[HOW TO COMPLETE THIS TASK]
In the material below, find each line with the string "Dump" and copy it.

★ ★ ★ ★ ★ ★ ★

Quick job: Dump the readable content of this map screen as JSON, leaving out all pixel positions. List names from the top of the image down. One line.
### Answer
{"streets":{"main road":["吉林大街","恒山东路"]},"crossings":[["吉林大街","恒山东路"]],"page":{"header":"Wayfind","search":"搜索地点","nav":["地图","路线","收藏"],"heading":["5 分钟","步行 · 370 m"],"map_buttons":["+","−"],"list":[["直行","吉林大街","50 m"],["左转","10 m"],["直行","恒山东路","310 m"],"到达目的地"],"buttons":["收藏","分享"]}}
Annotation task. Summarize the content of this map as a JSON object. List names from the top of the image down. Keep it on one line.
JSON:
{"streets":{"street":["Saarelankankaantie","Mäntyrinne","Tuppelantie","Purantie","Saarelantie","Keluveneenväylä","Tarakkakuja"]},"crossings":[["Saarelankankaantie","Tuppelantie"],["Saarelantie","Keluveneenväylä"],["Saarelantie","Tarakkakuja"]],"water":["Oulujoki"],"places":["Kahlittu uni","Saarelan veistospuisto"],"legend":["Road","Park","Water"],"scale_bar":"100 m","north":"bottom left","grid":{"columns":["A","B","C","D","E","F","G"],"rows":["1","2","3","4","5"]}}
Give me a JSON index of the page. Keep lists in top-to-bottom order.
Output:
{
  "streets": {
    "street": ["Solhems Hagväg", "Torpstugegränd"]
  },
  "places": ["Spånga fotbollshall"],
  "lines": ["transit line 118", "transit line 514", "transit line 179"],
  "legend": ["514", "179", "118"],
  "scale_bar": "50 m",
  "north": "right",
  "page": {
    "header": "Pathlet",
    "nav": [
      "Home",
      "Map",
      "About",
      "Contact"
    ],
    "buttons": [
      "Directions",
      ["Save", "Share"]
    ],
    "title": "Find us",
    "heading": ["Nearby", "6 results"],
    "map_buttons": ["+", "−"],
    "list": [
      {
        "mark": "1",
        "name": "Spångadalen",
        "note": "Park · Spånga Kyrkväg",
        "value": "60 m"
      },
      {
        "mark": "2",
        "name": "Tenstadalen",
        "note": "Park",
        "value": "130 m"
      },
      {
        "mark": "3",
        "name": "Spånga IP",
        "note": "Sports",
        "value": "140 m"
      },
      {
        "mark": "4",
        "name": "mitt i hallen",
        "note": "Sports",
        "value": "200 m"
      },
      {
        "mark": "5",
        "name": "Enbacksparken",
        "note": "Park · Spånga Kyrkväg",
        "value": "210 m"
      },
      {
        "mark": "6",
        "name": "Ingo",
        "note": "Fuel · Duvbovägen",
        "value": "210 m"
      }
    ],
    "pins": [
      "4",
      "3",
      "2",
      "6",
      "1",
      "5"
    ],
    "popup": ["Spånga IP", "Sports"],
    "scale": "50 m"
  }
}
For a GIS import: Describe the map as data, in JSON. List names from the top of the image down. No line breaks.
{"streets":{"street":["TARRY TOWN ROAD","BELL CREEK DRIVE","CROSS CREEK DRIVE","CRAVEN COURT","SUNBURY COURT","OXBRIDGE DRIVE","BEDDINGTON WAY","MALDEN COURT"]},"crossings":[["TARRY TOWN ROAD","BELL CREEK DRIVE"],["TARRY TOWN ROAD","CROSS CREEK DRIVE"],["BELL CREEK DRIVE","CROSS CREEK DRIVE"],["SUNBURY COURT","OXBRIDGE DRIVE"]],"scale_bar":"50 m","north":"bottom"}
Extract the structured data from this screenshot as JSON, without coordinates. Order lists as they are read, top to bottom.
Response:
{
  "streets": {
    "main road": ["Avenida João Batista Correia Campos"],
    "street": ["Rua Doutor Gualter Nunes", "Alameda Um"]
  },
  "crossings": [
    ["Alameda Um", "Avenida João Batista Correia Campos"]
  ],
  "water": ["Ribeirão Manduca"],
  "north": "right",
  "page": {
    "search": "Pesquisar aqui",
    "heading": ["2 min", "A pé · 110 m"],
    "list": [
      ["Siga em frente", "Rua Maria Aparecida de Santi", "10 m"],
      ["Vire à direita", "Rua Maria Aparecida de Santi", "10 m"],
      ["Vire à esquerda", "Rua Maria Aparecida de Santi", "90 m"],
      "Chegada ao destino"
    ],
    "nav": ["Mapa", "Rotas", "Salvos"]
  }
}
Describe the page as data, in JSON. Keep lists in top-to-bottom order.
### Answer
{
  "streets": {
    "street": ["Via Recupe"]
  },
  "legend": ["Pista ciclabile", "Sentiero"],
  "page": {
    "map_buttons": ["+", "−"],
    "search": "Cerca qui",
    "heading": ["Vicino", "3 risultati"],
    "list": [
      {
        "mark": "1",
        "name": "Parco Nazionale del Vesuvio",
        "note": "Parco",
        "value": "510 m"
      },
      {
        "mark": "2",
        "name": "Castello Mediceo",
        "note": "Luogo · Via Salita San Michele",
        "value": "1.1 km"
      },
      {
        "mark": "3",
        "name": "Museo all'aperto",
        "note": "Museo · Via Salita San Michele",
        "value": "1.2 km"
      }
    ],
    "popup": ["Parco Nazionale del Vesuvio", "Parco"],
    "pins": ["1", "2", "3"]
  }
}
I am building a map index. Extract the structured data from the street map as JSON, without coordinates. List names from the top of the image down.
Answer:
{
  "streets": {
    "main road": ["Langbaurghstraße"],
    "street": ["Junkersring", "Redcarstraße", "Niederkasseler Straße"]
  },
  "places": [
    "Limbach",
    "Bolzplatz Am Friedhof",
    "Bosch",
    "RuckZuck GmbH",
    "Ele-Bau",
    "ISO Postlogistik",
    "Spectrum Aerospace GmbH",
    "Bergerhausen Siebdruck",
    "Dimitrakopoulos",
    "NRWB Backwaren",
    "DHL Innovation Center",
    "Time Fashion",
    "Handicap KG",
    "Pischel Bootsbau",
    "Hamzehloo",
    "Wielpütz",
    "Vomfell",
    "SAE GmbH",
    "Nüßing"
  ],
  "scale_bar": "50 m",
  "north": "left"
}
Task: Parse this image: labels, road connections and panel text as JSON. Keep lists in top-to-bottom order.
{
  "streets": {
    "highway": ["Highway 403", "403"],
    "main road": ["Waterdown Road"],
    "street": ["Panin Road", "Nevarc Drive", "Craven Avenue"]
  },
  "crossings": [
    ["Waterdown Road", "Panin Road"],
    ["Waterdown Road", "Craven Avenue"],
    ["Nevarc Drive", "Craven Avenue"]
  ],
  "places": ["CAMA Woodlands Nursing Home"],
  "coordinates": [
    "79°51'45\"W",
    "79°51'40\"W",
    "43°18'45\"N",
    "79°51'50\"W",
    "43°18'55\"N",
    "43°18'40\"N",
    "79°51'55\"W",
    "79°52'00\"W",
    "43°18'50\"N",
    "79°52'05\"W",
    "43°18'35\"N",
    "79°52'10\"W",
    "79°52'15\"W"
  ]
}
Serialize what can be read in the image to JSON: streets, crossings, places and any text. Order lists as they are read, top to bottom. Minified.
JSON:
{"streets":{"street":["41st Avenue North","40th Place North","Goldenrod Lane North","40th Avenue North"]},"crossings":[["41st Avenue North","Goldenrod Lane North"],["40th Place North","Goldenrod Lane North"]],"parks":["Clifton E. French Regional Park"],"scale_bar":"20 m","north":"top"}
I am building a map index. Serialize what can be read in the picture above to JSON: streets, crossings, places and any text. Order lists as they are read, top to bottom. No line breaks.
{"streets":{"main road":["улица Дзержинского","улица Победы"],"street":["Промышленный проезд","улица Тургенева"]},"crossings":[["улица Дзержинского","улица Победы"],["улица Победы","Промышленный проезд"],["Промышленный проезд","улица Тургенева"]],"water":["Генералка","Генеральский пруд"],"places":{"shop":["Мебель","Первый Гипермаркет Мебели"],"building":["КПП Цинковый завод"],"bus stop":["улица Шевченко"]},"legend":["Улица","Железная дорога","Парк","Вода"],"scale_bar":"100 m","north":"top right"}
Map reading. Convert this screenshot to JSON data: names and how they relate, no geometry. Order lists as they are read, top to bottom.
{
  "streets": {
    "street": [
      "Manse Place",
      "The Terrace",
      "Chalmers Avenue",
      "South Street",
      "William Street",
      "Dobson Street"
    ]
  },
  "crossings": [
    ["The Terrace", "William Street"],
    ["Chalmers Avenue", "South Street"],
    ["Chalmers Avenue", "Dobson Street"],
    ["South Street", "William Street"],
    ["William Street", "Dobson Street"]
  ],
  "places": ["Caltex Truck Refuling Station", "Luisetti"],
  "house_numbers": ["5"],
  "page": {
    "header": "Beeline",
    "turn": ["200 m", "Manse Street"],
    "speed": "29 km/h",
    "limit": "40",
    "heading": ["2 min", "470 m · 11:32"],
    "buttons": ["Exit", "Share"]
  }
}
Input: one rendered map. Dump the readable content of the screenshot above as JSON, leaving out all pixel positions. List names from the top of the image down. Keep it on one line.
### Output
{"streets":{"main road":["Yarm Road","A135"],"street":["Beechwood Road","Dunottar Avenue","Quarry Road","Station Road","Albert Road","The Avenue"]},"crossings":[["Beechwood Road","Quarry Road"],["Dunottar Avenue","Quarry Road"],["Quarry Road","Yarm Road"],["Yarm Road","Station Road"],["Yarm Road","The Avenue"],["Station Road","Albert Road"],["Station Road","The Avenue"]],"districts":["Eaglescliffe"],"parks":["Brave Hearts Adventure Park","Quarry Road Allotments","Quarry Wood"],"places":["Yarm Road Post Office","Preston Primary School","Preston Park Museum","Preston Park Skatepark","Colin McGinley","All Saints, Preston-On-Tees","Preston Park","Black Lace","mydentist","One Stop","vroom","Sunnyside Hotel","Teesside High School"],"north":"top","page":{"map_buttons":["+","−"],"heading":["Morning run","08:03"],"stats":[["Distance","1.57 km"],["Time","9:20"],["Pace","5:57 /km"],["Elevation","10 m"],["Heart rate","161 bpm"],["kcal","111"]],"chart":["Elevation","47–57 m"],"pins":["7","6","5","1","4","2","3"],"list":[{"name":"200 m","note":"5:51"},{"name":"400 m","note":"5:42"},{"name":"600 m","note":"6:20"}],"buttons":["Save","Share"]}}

★ ★ ★ ★ ★ ★ ★

[TASK OUTPUT]
Quick job: Dump the readable content of this map screen as JSON, leaving out all pixel positions. List names from the top of the image down. One line.
Input: one rendered map. Dump the readable content of the screenshot above as JSON, leaving out all pixel positions. List names from the top of the image down. Keep it on one line.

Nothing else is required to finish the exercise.